Adaptive Filtering Over Complex Networks in Intricate Environments

In practice, when complex multi-agent networks are used for parameter estimation and tracking, we often face the issue of spatial anisotropy of observing conditions, e.g., different (heterogeneous) noise distributions at different nodes. In this setting, existing cost functions may excel at specialized nodes, and struggle with others, leading to an overall deteriorating performance, sometimes even inferior to the mean square error (MSE) criterion. The aim of the present paper is to propose a robust network-based adaptive filtering algorithm capable of accommodating such intricate environments.
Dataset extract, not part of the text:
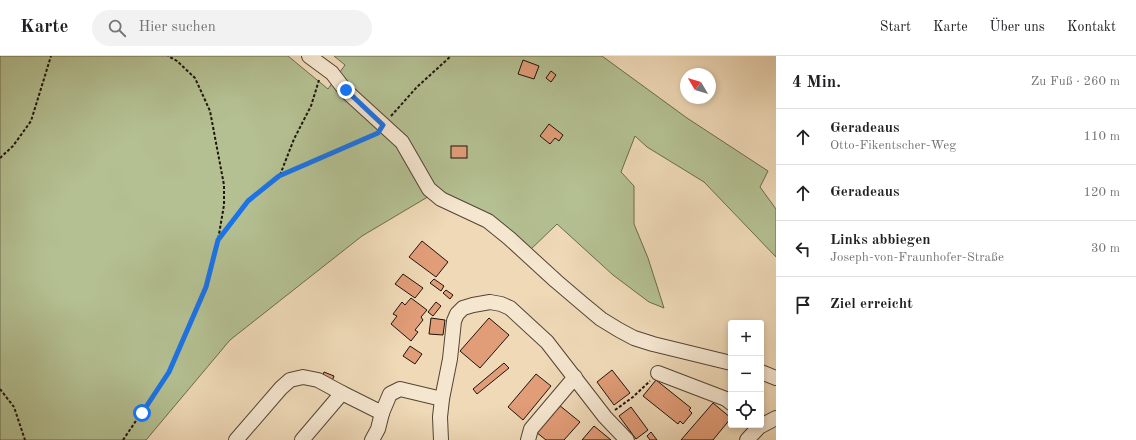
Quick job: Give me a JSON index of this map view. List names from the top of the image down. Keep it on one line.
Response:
{"north":"top left","page":{"header":"Karte","search":"Hier suchen","nav":["Start","Karte","Über uns","Kontakt"],"heading":["4 Min.","Zu Fuß · 260 m"],"list":[["Geradeaus","Otto-Fikentscher-Weg","110 m"],["Geradeaus","120 m"],["Links abbiegen","Joseph-von-Fraunhofer-Straße","30 m"],"Ziel erreicht"],"map_buttons":["+","−"]}}
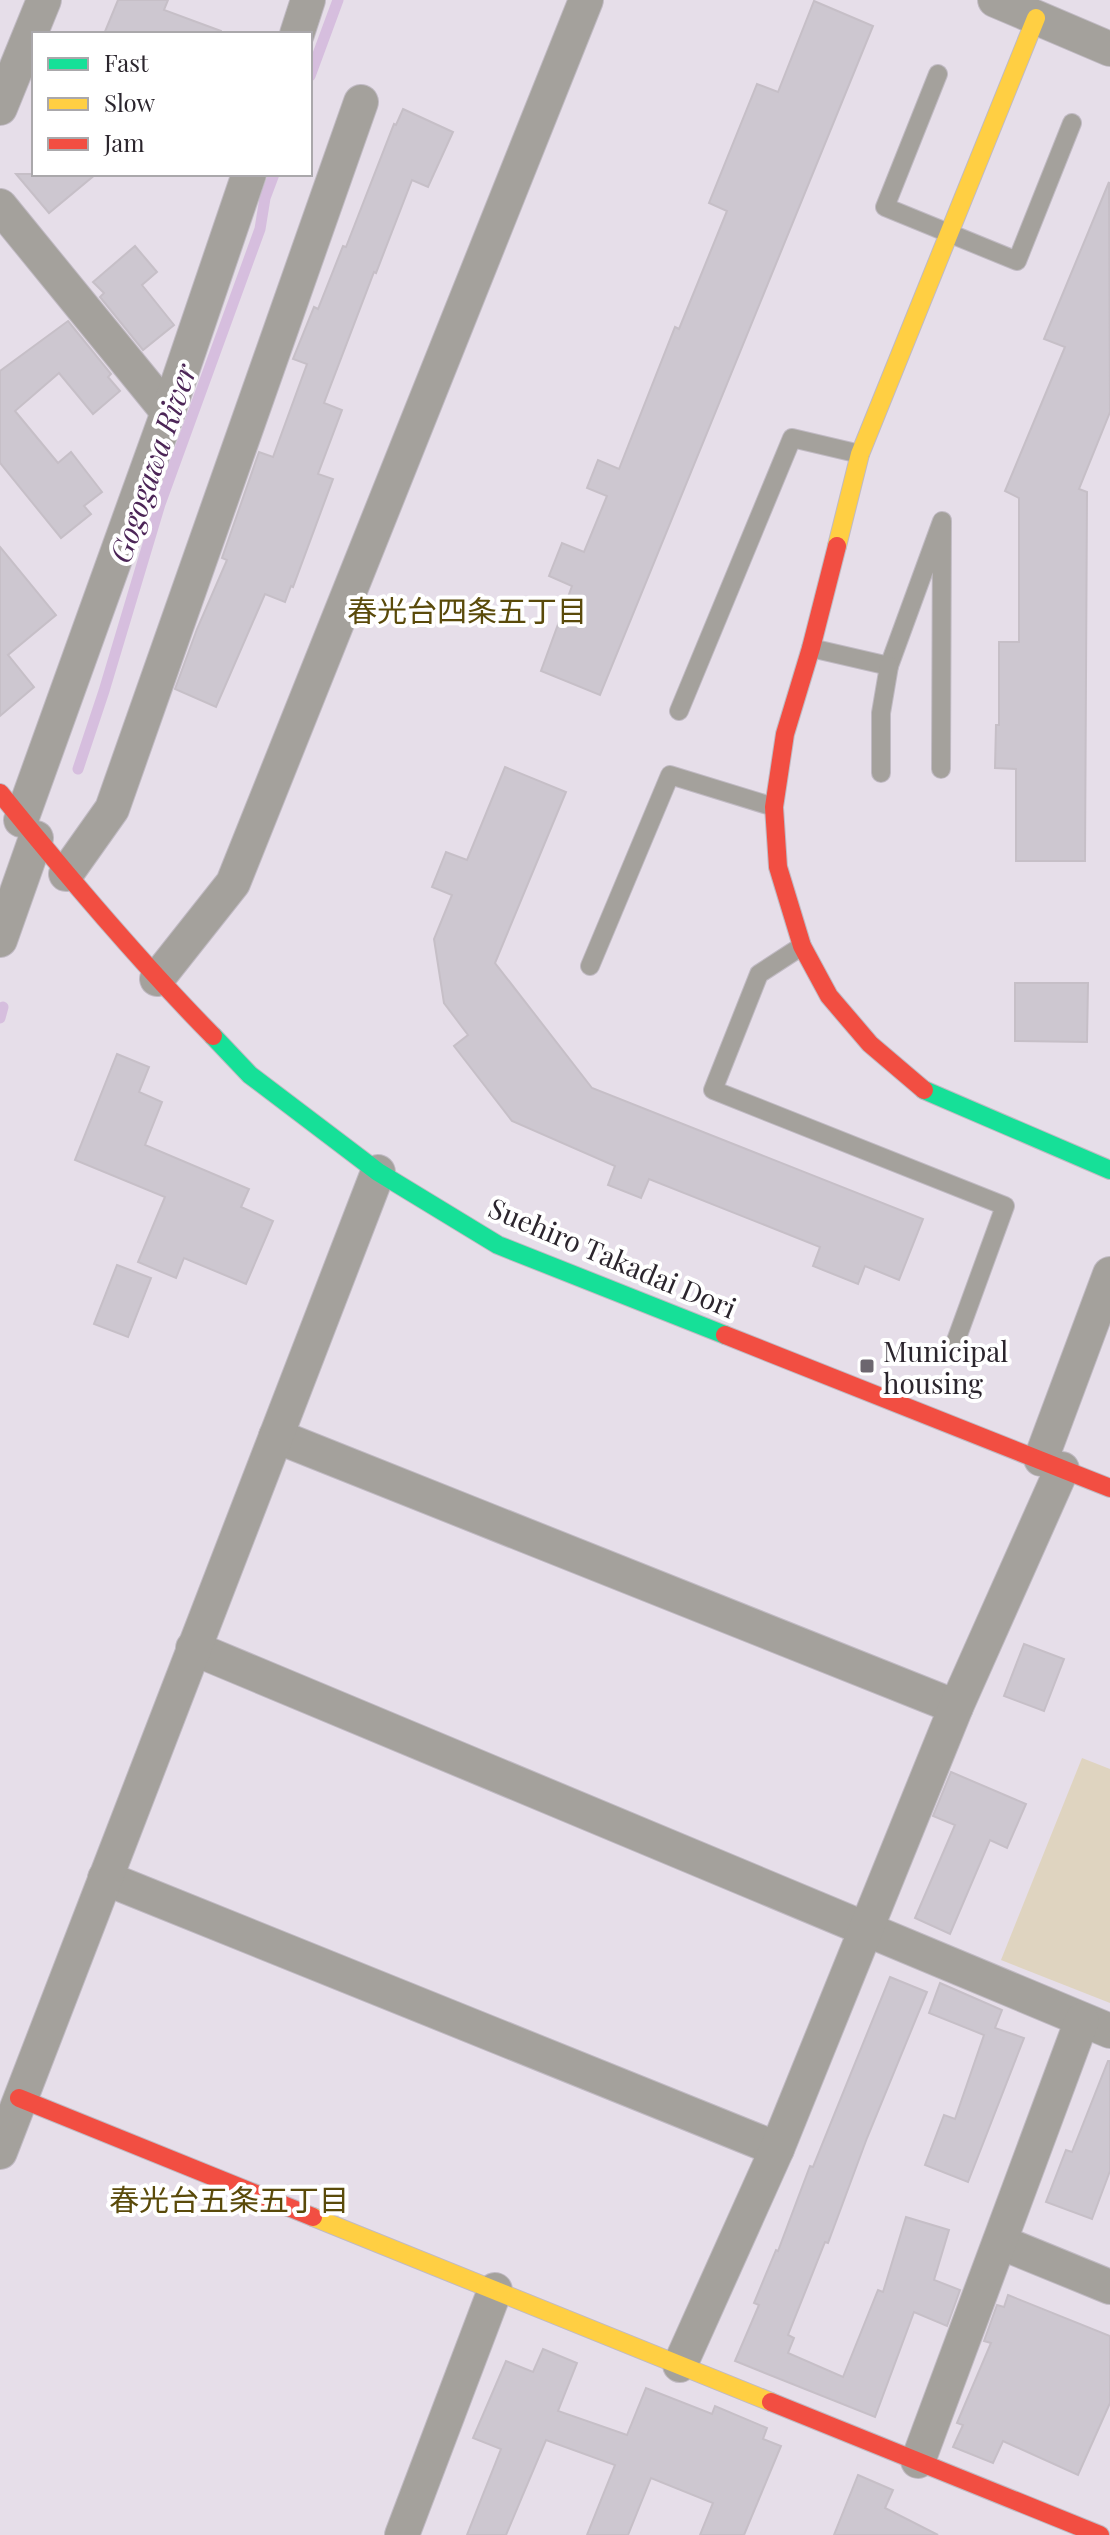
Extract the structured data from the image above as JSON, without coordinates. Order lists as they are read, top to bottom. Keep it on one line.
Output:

Leveraging the inherent versatility of Gaussian mixture model (GMM) to fit any probability distribution, we model the additive noise at each node accordingly. Then a diffusion algorithm founded on recursive maximum log-likelihood function (RMLF) is put forward, denoted as DRMLF. Thanks to the universal adaptability of GMM, the DRMLF can consistently deliver excellent performance across multiple nodes with diverse noise profiles within the complex networks. Simulations undoubtedly demonstrate that the DRMLF outperforms the other commonly used diffusion RLS-type algorithms over complex networks in intricate environments. A thorough analysis of both mean and mean square convergence is also conducted in detail correspondingly.